[[ Provided information open ]]
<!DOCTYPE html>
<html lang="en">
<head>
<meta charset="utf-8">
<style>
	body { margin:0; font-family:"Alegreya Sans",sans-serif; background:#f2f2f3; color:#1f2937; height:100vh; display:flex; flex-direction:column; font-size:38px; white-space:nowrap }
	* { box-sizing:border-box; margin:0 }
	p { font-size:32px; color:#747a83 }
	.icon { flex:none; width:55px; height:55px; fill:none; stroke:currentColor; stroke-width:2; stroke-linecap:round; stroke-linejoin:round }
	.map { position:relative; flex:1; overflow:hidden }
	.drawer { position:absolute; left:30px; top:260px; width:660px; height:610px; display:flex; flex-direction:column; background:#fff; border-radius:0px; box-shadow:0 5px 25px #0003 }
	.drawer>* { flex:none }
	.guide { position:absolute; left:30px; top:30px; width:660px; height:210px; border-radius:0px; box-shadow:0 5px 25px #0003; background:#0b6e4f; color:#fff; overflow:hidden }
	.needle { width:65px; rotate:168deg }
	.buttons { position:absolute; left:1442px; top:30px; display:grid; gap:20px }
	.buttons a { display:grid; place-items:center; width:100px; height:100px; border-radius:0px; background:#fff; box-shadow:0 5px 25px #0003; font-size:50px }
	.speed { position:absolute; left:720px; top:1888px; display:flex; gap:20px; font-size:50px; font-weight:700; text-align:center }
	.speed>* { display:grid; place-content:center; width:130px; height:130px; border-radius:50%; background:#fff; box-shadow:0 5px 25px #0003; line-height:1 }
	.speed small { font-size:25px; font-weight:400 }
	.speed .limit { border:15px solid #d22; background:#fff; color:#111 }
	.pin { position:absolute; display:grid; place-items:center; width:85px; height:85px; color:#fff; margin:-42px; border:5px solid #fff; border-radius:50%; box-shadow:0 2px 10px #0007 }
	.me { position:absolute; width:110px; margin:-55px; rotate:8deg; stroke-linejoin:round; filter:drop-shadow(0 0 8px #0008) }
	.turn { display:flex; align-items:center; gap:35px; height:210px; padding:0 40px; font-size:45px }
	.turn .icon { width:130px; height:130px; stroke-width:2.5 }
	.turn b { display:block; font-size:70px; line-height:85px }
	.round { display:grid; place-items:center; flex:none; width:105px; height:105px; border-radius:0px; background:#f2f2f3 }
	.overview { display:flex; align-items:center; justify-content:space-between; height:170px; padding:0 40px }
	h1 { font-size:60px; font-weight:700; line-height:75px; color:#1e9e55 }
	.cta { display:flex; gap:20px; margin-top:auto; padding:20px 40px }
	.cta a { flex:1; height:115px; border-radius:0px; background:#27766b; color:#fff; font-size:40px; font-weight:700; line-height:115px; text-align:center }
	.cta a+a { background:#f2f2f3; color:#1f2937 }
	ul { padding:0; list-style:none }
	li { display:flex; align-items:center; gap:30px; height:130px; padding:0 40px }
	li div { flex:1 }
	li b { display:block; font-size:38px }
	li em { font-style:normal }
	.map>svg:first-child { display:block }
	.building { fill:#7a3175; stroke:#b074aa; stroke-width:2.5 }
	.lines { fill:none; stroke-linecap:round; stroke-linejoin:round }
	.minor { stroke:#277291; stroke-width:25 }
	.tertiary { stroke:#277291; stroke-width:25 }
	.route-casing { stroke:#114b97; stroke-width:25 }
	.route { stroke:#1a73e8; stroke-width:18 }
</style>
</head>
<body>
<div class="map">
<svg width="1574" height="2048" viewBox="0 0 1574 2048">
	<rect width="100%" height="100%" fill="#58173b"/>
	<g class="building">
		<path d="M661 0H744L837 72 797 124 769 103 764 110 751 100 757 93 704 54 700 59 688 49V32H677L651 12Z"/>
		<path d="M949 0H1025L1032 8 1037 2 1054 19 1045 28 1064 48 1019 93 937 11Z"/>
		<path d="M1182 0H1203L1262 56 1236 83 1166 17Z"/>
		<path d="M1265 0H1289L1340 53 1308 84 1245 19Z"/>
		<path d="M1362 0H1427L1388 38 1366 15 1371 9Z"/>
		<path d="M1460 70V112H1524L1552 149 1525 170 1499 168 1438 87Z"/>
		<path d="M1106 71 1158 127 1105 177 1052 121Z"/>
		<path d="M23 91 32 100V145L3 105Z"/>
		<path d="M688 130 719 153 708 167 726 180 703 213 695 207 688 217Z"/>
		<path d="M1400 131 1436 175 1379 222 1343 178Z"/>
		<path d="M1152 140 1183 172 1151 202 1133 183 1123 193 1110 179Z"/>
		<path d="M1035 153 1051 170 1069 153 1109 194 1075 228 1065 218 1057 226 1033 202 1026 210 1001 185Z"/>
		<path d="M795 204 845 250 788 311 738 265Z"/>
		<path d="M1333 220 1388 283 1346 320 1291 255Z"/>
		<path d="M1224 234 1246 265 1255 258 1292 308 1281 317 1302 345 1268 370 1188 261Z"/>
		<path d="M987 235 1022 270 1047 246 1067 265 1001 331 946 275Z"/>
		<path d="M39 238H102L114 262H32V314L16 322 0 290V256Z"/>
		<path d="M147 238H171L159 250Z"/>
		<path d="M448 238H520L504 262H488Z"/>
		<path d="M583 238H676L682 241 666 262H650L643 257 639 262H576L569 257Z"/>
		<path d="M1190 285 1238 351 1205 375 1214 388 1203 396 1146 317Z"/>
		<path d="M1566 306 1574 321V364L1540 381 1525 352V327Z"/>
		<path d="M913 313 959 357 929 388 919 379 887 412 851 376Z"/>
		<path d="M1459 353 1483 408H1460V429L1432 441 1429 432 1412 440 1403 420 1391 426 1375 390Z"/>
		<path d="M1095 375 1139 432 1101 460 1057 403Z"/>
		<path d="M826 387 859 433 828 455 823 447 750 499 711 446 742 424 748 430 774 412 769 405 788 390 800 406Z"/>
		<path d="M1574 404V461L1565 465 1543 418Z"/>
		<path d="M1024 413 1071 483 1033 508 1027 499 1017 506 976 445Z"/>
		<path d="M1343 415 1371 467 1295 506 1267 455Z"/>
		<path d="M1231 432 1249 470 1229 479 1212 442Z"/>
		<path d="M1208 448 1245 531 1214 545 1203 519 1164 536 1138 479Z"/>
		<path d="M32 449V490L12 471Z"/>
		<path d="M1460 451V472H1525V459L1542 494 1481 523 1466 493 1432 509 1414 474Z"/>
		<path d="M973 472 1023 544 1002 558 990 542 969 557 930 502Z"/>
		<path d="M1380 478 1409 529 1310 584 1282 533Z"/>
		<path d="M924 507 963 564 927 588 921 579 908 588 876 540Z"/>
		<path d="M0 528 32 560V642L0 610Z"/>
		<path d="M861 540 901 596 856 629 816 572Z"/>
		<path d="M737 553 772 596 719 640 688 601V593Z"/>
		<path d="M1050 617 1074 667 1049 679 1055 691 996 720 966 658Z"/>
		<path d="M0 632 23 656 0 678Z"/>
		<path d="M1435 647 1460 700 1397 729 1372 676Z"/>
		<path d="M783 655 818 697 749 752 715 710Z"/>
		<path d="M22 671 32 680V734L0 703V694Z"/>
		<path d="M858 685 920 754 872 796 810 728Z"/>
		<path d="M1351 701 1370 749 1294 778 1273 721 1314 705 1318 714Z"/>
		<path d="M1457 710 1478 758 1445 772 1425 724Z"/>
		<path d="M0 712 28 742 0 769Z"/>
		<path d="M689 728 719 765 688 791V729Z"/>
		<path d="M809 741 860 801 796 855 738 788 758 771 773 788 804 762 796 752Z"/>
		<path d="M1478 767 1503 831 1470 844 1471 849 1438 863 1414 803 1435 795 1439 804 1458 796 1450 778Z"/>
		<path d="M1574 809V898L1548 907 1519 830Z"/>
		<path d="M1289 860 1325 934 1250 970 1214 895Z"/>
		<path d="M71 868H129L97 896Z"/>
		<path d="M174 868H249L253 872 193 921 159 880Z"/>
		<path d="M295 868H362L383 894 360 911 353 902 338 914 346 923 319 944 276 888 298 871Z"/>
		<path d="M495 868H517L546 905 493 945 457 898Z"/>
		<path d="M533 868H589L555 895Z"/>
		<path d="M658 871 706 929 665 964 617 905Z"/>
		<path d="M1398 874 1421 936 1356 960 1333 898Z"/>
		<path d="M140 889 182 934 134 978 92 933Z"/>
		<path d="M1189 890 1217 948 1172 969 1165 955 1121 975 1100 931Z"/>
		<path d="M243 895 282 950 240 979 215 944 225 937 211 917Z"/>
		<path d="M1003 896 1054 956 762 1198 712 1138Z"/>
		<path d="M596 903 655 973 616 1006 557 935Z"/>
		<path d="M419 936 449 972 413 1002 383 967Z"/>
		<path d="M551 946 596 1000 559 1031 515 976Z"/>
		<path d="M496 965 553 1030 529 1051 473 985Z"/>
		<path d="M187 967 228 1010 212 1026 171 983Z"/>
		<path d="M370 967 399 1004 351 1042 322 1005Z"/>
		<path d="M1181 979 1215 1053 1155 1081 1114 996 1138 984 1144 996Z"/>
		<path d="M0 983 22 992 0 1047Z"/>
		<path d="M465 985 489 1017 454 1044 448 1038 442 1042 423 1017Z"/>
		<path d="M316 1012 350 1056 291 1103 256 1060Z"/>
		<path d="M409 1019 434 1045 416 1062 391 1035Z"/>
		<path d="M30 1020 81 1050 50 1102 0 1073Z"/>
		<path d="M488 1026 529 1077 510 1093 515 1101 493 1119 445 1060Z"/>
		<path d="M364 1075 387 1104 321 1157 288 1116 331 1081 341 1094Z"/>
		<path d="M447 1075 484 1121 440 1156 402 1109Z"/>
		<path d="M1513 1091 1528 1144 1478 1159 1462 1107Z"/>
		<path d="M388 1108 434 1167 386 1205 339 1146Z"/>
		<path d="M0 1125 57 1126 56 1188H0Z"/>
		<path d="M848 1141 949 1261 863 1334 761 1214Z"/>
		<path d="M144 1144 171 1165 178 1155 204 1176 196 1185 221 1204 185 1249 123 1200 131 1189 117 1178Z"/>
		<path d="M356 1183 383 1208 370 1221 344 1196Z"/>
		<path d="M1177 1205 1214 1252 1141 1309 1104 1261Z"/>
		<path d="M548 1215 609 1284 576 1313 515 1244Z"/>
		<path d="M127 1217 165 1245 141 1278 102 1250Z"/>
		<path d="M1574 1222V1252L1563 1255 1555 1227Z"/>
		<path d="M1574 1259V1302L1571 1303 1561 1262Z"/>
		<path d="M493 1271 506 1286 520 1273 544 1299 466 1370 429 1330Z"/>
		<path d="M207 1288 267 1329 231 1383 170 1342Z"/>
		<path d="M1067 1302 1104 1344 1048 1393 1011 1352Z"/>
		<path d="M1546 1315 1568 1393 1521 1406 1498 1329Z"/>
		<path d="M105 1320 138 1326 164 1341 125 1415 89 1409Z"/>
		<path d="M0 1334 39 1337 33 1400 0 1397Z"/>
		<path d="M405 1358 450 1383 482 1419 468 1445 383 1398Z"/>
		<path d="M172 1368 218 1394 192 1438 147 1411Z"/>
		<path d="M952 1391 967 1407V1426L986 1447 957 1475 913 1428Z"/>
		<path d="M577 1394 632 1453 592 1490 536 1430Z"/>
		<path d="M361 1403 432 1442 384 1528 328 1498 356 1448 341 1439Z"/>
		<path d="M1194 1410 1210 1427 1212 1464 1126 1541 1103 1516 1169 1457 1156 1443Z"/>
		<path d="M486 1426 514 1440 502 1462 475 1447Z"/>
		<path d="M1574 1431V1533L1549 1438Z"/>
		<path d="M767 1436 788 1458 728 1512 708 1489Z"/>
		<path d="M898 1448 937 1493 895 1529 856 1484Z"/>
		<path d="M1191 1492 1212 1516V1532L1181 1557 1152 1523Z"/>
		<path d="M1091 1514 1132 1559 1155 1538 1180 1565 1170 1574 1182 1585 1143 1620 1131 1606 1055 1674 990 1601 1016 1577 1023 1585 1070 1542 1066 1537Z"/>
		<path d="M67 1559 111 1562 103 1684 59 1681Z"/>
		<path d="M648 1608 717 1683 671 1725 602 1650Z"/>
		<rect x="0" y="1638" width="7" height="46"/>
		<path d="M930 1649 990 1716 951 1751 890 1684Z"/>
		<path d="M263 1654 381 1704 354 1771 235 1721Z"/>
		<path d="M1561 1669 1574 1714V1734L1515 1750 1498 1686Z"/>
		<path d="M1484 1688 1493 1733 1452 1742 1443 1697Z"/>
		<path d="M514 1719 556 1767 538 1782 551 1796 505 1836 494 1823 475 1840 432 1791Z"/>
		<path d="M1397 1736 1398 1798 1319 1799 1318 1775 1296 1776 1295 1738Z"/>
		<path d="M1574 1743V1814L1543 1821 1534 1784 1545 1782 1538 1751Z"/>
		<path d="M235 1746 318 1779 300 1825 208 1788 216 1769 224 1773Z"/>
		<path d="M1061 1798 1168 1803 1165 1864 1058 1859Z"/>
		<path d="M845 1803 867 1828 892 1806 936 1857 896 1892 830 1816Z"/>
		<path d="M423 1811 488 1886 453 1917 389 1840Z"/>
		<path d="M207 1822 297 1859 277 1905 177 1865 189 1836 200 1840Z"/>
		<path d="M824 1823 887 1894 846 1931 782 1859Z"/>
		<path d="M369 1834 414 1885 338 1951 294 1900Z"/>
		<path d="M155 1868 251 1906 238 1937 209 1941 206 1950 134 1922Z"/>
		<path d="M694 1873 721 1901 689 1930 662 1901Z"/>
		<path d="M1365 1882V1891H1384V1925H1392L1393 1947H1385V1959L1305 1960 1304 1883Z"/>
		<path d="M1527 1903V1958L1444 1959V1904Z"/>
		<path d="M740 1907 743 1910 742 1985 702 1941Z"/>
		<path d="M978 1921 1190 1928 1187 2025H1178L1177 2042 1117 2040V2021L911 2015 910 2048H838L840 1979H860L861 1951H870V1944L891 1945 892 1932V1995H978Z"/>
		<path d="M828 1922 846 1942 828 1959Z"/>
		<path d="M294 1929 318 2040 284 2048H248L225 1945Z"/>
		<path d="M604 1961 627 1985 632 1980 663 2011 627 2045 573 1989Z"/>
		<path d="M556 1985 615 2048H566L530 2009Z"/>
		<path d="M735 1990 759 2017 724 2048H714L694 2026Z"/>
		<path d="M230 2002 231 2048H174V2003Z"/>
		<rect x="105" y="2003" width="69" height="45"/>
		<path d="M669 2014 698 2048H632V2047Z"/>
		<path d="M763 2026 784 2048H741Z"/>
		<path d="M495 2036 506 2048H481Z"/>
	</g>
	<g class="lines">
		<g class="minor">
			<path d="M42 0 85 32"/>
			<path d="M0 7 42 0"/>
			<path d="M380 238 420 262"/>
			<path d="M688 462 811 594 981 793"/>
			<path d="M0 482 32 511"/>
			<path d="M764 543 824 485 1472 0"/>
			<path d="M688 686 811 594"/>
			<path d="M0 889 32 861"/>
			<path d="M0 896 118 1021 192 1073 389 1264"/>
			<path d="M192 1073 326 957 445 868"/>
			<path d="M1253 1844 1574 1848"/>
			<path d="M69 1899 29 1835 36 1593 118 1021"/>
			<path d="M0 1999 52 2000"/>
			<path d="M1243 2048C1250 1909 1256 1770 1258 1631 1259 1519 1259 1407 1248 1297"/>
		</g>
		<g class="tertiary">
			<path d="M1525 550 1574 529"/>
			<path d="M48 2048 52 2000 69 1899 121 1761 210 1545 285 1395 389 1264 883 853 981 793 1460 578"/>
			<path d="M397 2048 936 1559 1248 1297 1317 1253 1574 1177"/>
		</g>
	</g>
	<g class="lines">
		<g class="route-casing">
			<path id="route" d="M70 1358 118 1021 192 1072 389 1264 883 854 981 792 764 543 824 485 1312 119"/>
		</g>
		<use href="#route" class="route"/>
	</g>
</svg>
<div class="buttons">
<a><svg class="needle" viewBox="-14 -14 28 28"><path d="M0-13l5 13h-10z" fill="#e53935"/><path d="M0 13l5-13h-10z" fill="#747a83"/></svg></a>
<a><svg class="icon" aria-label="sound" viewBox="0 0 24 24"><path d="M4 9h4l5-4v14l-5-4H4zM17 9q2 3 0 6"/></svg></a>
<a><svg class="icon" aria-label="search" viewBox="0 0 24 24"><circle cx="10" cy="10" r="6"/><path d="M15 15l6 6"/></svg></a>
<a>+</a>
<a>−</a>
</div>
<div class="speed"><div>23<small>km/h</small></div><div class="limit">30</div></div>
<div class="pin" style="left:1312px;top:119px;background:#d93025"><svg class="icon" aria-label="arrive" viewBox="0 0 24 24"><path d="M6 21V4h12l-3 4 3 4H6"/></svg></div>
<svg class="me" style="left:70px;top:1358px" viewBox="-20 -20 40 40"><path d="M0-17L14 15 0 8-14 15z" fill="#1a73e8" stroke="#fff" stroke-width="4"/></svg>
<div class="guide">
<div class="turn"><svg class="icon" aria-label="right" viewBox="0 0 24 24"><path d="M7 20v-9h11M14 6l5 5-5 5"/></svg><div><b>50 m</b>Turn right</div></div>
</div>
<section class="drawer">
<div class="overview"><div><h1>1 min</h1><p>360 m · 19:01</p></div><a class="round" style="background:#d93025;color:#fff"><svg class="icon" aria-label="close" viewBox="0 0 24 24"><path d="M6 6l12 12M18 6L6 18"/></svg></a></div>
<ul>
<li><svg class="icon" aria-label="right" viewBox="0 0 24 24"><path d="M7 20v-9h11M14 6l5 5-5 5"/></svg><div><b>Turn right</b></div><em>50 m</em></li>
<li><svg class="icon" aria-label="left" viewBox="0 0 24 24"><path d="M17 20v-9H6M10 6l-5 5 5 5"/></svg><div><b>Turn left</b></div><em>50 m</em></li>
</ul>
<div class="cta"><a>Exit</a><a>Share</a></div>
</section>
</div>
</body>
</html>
[[ Provided information closed ]]
### The task
Repeat exactly the lines of the data from the first one through the line with "position:absolute; left:30px; top:260px;", both of them included.

### Task result
<!DOCTYPE html>
<html lang="en">
<head>
<meta charset="utf-8">
<style>
	body { margin:0; font-family:"Alegreya Sans",sans-serif; background:#f2f2f3; color:#1f2937; height:100vh; display:flex; flex-direction:column; font-size:38px; white-space:nowrap }
	* { box-sizing:border-box; margin:0 }
	p { font-size:32px; color:#747a83 }
	.icon { flex:none; width:55px; height:55px; fill:none; stroke:currentColor; stroke-width:2; stroke-linecap:round; stroke-linejoin:round }
	.map { position:relative; flex:1; overflow:hidden }
	.drawer { position:absolute; left:30px; top:260px; width:660px; height:610px; display:flex; flex-direction:column; background:#fff; border-radius:0px; box-shadow:0 5px 25px #0003 }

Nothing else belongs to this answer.